Your assignment
The expected answer is every line of the material that contains the word "linejoin".

= = = = =

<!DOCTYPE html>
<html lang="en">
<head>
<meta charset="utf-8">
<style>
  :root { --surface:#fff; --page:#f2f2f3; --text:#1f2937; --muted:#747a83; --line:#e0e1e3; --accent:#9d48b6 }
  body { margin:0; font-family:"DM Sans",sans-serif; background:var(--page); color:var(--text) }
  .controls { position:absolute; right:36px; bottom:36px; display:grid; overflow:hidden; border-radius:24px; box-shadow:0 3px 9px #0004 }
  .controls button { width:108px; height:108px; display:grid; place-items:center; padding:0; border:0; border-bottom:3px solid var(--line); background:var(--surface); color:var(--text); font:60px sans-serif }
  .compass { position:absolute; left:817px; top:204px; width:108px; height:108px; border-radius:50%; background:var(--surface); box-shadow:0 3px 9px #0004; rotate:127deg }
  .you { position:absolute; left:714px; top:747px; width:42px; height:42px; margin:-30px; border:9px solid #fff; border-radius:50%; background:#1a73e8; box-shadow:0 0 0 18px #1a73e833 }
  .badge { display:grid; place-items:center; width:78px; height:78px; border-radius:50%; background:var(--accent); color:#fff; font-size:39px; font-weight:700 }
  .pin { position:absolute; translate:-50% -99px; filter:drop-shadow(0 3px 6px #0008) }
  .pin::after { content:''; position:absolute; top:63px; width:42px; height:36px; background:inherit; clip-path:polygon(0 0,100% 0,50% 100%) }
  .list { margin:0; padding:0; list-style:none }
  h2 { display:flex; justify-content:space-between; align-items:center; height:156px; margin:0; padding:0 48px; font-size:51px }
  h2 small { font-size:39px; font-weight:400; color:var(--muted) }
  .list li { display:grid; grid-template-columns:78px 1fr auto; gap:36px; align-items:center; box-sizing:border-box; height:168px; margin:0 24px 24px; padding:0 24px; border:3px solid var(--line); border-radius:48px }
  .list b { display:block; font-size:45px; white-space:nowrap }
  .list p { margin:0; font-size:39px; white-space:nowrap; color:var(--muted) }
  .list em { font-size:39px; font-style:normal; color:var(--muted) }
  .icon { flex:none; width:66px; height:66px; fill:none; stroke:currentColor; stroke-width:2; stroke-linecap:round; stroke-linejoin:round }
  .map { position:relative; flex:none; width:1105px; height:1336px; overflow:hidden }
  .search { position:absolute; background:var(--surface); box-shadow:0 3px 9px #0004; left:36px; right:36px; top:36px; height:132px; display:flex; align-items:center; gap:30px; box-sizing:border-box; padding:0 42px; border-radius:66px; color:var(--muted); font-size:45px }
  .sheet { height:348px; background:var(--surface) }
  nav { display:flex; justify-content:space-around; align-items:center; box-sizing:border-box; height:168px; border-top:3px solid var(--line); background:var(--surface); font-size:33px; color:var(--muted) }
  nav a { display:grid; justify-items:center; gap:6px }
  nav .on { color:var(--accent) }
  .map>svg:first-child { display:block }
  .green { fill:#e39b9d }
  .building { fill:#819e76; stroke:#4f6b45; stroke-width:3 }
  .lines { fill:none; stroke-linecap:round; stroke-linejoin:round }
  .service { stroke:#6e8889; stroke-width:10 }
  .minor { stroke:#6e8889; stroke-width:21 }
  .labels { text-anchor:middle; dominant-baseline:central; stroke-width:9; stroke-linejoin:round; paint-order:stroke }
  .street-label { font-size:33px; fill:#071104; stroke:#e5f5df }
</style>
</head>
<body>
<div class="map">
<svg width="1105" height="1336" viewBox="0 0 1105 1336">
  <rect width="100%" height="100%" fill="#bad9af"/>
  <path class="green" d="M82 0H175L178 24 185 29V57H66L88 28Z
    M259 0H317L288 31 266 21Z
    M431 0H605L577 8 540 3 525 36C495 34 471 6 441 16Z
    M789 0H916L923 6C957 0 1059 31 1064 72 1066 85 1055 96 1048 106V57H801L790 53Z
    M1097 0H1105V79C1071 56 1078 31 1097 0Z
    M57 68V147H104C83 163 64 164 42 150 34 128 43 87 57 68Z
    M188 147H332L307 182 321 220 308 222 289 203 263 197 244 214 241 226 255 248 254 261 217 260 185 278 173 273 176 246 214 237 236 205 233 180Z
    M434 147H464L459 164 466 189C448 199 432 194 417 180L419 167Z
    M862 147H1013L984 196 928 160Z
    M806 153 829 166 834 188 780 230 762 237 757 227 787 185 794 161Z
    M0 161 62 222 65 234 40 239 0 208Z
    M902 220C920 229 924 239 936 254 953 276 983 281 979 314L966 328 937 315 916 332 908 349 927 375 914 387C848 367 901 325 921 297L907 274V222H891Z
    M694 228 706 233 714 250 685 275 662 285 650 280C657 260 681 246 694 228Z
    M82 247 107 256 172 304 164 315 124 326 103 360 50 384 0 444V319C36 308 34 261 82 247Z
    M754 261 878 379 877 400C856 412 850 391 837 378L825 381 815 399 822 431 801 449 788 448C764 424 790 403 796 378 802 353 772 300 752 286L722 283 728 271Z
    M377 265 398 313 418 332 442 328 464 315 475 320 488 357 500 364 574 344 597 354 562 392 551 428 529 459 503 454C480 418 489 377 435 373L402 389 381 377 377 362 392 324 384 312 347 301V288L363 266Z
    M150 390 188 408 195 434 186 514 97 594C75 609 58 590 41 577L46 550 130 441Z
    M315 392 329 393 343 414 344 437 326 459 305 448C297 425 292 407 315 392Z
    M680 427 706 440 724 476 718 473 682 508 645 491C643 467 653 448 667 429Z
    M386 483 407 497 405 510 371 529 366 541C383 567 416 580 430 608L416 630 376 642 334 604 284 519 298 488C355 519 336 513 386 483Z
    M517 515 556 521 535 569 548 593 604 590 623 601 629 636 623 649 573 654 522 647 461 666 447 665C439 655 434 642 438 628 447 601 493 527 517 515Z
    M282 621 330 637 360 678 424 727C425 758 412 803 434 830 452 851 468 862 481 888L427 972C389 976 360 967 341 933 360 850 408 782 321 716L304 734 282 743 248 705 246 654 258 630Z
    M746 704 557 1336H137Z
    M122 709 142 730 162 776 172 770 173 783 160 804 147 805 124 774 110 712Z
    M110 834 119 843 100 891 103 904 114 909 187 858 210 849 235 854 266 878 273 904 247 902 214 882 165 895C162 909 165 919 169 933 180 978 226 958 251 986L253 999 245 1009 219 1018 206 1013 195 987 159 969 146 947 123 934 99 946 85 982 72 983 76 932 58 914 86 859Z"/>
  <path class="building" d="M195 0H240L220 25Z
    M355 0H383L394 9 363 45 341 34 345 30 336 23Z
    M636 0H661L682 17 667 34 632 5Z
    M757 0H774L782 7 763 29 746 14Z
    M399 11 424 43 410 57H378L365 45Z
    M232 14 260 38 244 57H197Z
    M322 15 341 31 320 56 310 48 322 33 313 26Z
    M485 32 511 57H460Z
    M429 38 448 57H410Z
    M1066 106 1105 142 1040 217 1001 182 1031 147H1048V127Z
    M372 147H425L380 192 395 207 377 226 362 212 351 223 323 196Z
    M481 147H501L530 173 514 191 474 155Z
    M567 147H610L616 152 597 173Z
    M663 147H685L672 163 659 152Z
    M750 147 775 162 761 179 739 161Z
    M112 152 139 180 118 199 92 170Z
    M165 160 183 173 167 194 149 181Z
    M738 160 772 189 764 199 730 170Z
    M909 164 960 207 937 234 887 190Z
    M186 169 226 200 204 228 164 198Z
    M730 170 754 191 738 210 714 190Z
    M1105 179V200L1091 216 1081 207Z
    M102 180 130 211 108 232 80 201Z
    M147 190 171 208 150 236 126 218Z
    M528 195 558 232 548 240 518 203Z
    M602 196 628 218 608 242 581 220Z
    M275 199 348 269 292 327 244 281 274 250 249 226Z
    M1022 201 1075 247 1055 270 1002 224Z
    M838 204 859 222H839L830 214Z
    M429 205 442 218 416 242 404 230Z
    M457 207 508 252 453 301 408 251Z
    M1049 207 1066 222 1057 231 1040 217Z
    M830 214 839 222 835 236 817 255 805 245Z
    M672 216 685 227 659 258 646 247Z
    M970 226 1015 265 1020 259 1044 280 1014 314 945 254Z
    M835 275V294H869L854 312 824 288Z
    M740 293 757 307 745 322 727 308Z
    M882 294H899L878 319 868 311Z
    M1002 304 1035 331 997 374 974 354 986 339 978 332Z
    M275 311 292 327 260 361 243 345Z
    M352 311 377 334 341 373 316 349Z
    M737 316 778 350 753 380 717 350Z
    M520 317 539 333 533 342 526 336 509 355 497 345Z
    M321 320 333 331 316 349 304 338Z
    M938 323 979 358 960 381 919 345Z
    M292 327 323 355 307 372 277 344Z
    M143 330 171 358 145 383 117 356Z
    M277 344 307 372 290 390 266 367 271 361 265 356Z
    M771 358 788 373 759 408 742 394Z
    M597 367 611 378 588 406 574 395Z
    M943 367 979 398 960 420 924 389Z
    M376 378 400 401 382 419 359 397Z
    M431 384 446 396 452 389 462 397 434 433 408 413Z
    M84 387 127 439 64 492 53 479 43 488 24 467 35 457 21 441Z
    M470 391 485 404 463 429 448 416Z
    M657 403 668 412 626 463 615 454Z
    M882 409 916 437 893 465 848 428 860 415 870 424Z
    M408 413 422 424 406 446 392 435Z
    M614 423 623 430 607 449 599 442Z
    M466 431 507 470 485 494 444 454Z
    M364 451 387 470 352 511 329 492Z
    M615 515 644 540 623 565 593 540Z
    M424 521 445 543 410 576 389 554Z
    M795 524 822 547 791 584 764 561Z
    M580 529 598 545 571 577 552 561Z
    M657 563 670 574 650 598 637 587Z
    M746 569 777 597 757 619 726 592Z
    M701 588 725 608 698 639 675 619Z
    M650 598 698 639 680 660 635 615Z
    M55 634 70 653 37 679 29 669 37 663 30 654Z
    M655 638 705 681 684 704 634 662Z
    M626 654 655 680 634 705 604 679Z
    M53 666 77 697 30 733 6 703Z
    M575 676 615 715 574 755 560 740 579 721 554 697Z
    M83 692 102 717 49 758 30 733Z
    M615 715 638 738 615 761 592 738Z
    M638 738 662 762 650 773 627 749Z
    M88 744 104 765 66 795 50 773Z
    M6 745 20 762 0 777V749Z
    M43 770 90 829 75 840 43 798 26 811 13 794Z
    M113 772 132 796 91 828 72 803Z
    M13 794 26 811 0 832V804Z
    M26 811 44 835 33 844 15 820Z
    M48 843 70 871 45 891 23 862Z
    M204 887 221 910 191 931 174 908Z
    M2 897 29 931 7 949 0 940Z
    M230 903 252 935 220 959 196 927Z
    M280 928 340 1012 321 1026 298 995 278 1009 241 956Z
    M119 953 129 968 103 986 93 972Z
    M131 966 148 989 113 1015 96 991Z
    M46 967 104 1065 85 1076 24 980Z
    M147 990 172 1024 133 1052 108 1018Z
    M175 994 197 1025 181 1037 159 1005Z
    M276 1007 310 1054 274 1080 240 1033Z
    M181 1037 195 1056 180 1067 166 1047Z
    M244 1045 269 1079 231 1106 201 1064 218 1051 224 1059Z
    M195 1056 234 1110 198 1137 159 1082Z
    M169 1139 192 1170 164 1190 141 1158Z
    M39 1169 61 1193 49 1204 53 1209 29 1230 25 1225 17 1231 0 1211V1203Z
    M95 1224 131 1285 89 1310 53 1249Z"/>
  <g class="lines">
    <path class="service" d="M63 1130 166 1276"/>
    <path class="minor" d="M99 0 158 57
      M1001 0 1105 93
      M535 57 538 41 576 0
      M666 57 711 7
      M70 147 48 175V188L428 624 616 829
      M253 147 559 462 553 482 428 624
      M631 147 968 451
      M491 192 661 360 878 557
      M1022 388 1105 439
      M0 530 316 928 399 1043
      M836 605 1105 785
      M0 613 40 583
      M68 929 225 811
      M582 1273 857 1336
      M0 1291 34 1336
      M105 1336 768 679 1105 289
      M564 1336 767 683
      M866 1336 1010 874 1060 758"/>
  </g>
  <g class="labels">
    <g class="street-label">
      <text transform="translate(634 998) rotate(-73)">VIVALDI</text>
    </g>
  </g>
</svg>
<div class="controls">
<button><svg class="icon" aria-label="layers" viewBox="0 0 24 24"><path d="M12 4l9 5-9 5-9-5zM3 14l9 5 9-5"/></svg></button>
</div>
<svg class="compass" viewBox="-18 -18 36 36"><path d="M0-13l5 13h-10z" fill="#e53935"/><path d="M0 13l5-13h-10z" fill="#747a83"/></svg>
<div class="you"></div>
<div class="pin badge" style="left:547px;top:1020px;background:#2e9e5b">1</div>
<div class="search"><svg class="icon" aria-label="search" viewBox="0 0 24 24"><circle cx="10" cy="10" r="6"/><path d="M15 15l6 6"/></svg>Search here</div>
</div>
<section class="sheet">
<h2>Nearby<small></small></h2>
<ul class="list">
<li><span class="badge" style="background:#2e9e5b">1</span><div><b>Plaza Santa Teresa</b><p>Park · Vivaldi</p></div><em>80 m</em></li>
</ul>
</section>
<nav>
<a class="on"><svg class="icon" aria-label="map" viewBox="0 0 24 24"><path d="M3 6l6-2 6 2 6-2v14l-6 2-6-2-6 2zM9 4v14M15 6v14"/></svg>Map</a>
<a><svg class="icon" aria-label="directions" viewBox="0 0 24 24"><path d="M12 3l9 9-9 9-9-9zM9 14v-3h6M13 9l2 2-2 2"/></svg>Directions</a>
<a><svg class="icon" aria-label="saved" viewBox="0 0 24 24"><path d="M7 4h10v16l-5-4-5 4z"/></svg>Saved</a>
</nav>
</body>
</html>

= = = = =

Exercise response
  .icon { flex:none; width:66px; height:66px; fill:none; stroke:currentColor; stroke-width:2; stroke-linecap:round; stroke-linejoin:round }
  .lines { fill:none; stroke-linecap:round; stroke-linejoin:round }
  .labels { text-anchor:middle; dominant-baseline:central; stroke-width:9; stroke-linejoin:round; paint-order:stroke }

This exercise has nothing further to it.